=== Begin Enclosure ===

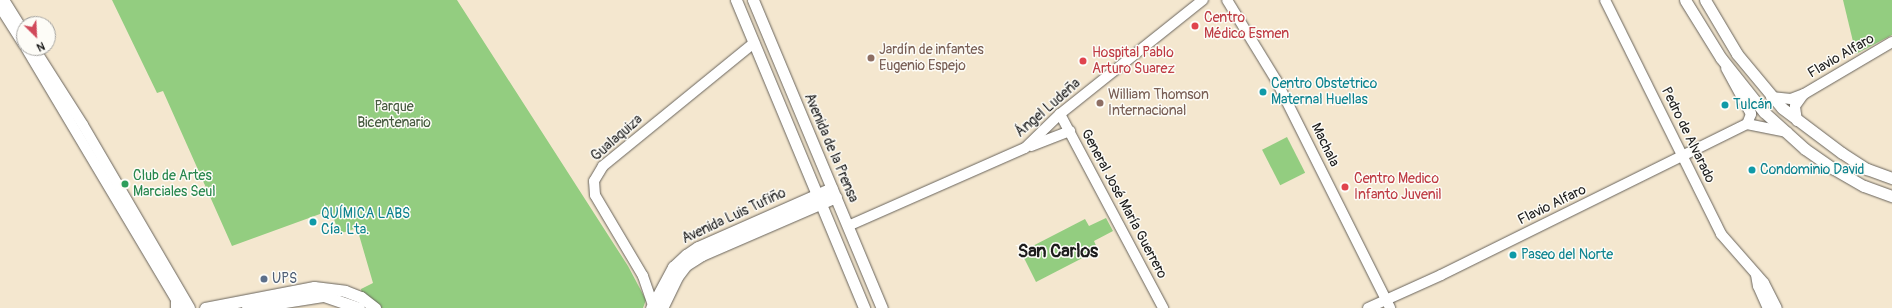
<!DOCTYPE html>
<meta charset="utf-8">
<style>
body{margin:0}
#map{position:relative;width:1892px;height:308px;overflow:hidden;background:#f4e7cf;font-family:Pangolin,sans-serif}
div>[style]{position:absolute}
.green>*{inset:0;background:#93cd80;transform-origin:0 0}
.roads{filter:drop-shadow(0 0 1px #68635b) drop-shadow(0 0 1px #68635b)}
.secondary>*{height:10px;margin:-5px;padding:0 5px;transform-origin:5px;border-radius:5px;background:#fff}
.primary>*{height:11px;margin:-5.5px;padding:0 5.5px;transform-origin:5.5px;border-radius:5.5px;background:#fff}
.dots>*{width:11px;height:11px;translate:-50% -50%;box-sizing:border-box;border:2px solid #fdfcf7;border-radius:50%}
span{translate:-50% -50%;white-space:nowrap;text-align:center;line-height:1.15;-webkit-text-stroke:3px #fdfcf7;paint-order:stroke}
.health-label{font-size:14px;color:#be3a42}
.left{translate:0 -50%;text-align:left}
.education-label{font-size:14px;color:#785e54}
.street-label{font-size:14px;color:#1c1c1c}
.culture-label{font-size:14px;color:#0d838f}
.park-label{font-size:14px;color:#465a3f}
.leisure-label{font-size:14px;color:#27864d}
.service-label{font-size:14px;color:#4e5e75}
.district-label{font-size:18px;color:#1c1c1c;font-weight:700}
.north{position:absolute;left:16px;top:16px;width:40px;height:40px;box-sizing:border-box;background:#fdfcf7;border:1px solid #a3a29f;border-radius:50%;rotate:156deg;font-size:11px;font-weight:700;line-height:16px;text-align:center;color:#1c1c1c}
.north::after{content:'';display:block;margin:auto;width:14px;height:18px;background:#d1495b;clip-path:polygon(50% 0,100% 100%,50% 72%,0 100%)}
</style>
<div id="map">
<div class="green">
<div style="clip-path:polygon(112px 0,457px 0,628px 266px,646px 300px,643px 308px,381px 308px,362px 294px,361px 289px,373px 283px,357px 228px,339px 234px,331px 210px,232px 246px,163px 91px,157px 93px)"></div>
<div style="clip-path:polygon(1843px 0,1892px 0,1892px 35px,1856px 54px)"></div>
<div style="left:1287px;top:137px;width:40px;height:28px;rotate:63deg"></div>
<div style="clip-path:polygon(1106px 218px,1113px 231px,1094px 241px,1098px 250px,1036px 282px,1021px 252px,1085px 219px,1089px 226px)"></div>
</div>
<div class="roads">
<div class="secondary">
<div style="left:4px;top:0;width:38px;rotate:58deg"></div>
<div style="left:1227px;top:0;width:94px;rotate:58.5deg"></div>
<div style="left:1276px;top:80px;width:255px;rotate:63.4deg"></div>
<div style="left:1605px;top:0;width:261px;rotate:63.6deg"></div>
<div style="left:1721px;top:234px;width:65px;rotate:48.7deg"></div>
<div style="left:1764px;top:283px;width:28px;rotate:63deg"></div>
<div style="left:0;top:7px;width:45px;rotate:57.7deg"></div>
<div style="left:26px;top:48px;width:303px;rotate:59.2deg"></div>
<div style="left:34px;top:48px;width:91px;rotate:57.5deg"></div>
<div style="left:83px;top:125px;width:212px;rotate:59.7deg"></div>
<div style="left:1771px;top:97px;width:20px;rotate:6deg"></div>
<div style="left:1791px;top:99px;width:14px;rotate:-21deg"></div>
<div style="left:1804px;top:94px;width:102px;rotate:-30.6deg"></div>
<div style="left:1060px;top:114px;width:220px;rotate:62deg"></div>
<div style="left:1797px;top:121px;width:15px;rotate:-98deg"></div>
<div style="left:1795px;top:106px;width:14px;rotate:-54deg"></div>
<div style="left:1747px;top:124px;width:41px;rotate:11.3deg"></div>
<div style="left:1031px;top:146px;width:42px;rotate:-21deg"></div>
<div style="left:848px;top:226px;width:193px;rotate:-23.8deg"></div>
<div style="left:1025px;top:148px;width:49px;rotate:-44.2deg"></div>
<div style="left:1060px;top:114px;width:183px;rotate:-38.6deg"></div>
<div style="left:1756px;top:275px;width:11px;rotate:80deg"></div>
<div style="left:1758px;top:286px;width:24px;rotate:66deg"></div>
<div style="left:654px;top:308px;width:34px;rotate:-109deg"></div>
<div style="left:643px;top:276px;width:94px;rotate:-120.7deg"></div>
<div style="left:595px;top:195px;width:14px;rotate:-94deg"></div>
<div style="left:594px;top:181px;width:17px;rotate:-59deg"></div>
<div style="left:603px;top:166px;width:195px;rotate:-39.2deg"></div>
<div style="left:1368px;top:308px;width:80px;rotate:-24.3deg"></div>
<div style="left:1441px;top:275px;width:341px;rotate:-26.3deg"></div>
<div style="left:1747px;top:124px;width:11px;rotate:-68deg"></div>
<div style="left:1751px;top:114px;width:52px;rotate:-118.5deg"></div>
</div>
<div class="primary">
<div style="left:736px;top:0;width:334px;rotate:67.4deg"></div>
<div style="left:753px;top:0;width:334px;rotate:67.3deg"></div>
<div style="left:1685px;top:0;width:68px;rotate:58.2deg"></div>
<div style="left:1721px;top:58px;width:69px;rotate:51.5deg"></div>
<div style="left:1764px;top:112px;width:55px;rotate:42.1deg"></div>
<div style="left:1805px;top:149px;width:35px;rotate:35deg"></div>
<div style="left:1834px;top:169px;width:34px;rotate:30deg"></div>
<div style="left:1864px;top:186px;width:30px;rotate:20deg"></div>
<div style="left:1705px;top:0;width:63px;rotate:59.3deg"></div>
<div style="left:1737px;top:54px;width:70px;rotate:50.2deg"></div>
<div style="left:1782px;top:108px;width:75px;rotate:36.9deg"></div>
<div style="left:1842px;top:153px;width:30px;rotate:33deg"></div>
<div style="left:1867px;top:169px;width:27px;rotate:20deg"></div>
<div style="left:176px;top:308px;width:7px;rotate:-90deg"></div>
<div style="left:205px;top:308px;width:111px;rotate:-10.9deg"></div>
<div style="left:314px;top:287px;width:31px;rotate:7deg"></div>
<div style="left:345px;top:291px;width:17px;rotate:21deg"></div>
<div style="left:361px;top:297px;width:18px;rotate:38deg"></div>
<div style="left:247px;top:308px;width:78px;rotate:-8.9deg"></div>
<div style="left:324px;top:296px;width:37px;rotate:19deg"></div>
<div style="left:651px;top:308px;width:47px;rotate:-61.8deg"></div>
<div style="left:673px;top:267px;width:18px;rotate:-43deg"></div>
<div style="left:686px;top:255px;width:14px;rotate:-34deg"></div>
<div style="left:698px;top:247px;width:146px;rotate:-23.8deg"></div>
<div style="left:662px;top:308px;width:34px;rotate:-64deg"></div>
<div style="left:677px;top:277px;width:15px;rotate:-53deg"></div>
<div style="left:686px;top:265px;width:19px;rotate:-32deg"></div>
<div style="left:702px;top:255px;width:146px;rotate:-23.4deg"></div>
</div>
</div>
<div class="dots">
<div style="left:1195px;top:26px;background:#e0444e"></div>
<div style="left:871px;top:58px;background:#8d6e63"></div>
<div style="left:1083px;top:61px;background:#e0444e"></div>
<div style="left:1263px;top:92px;background:#0f9aa8"></div>
<div style="left:1100px;top:103px;background:#8d6e63"></div>
<div style="left:1725px;top:105px;background:#0f9aa8"></div>
<div style="left:1752px;top:170px;background:#0f9aa8"></div>
<div style="left:125px;top:184px;background:#2e9e5b"></div>
<div style="left:1345px;top:187px;background:#e0444e"></div>
<div style="left:313px;top:222px;background:#0f9aa8"></div>
<div style="left:1513px;top:255px;background:#0f9aa8"></div>
<div style="left:264px;top:279px;background:#5c6f8a"></div>
</div>
<div class="health-label">
<span class="left" style="left:1204px;top:26px">Centro<br>Médico Esmen</span>
<span class="left" style="left:1092px;top:61px">Hospital Pablo<br>Arturo Suarez</span>
<span class="left" style="left:1354px;top:187px">Centro Medico<br>Infanto Juvenil</span>
</div>
<div class="education-label">
<span class="left" style="left:879px;top:58px">Jardín de infantes<br>Eugenio Espejo</span>
<span class="left" style="left:1108px;top:103px">William Thomson<br>Internacional</span>
</div>
<div class="street-label">
<span style="left:1841px;top:56px;rotate:-30deg">Flavio Alfaro</span>
<span style="left:1048px;top:108px;rotate:-41deg">Ángel Ludeña</span>
<span style="left:1688px;top:135px;rotate:64deg">Pedro de Alvarado</span>
<span style="left:617px;top:138px;rotate:-41deg">Gualaquiza</span>
<span style="left:1325px;top:145px;rotate:64deg">Machala</span>
<span style="left:831px;top:148px;rotate:67deg">Avenida de la Prensa</span>
<span style="left:1124px;top:204px;rotate:62deg">General José María Guerrero</span>
<span style="left:1552px;top:205px;rotate:-26deg">Flavio Alfaro</span>
<span style="left:734px;top:216px;rotate:-25deg">Avenida Luis Tufiño</span>
</div>
<div class="culture-label">
<span class="left" style="left:1271px;top:92px">Centro Obstetrico<br>Maternal Huellas</span>
<span class="left" style="left:1733px;top:105px">Tulcán</span>
<span class="left" style="left:1760px;top:170px">Condominio David</span>
<span class="left" style="left:321px;top:222px">QUÍMICA LABS<br>Cía. Lta.</span>
<span class="left" style="left:1521px;top:255px">Paseo del Norte</span>
</div>
<div class="park-label">
<span style="left:394px;top:115px">Parque<br>Bicentenario</span>
</div>
<div class="leisure-label">
<span class="left" style="left:133px;top:184px">Club de Artes<br>Marciales Seul</span>
</div>
<div class="service-label">
<span class="left" style="left:272px;top:279px">UPS</span>
</div>
<div class="district-label">
<span style="left:1058px;top:252px">San Carlos</span>
</div>
<div class="north">N</div>
</div>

=== End Enclosure ===

_Task directions:_ Search the records above for the word "origin" and give the number of lines where it occurs, nothing else.

_Reply to the task:_ 3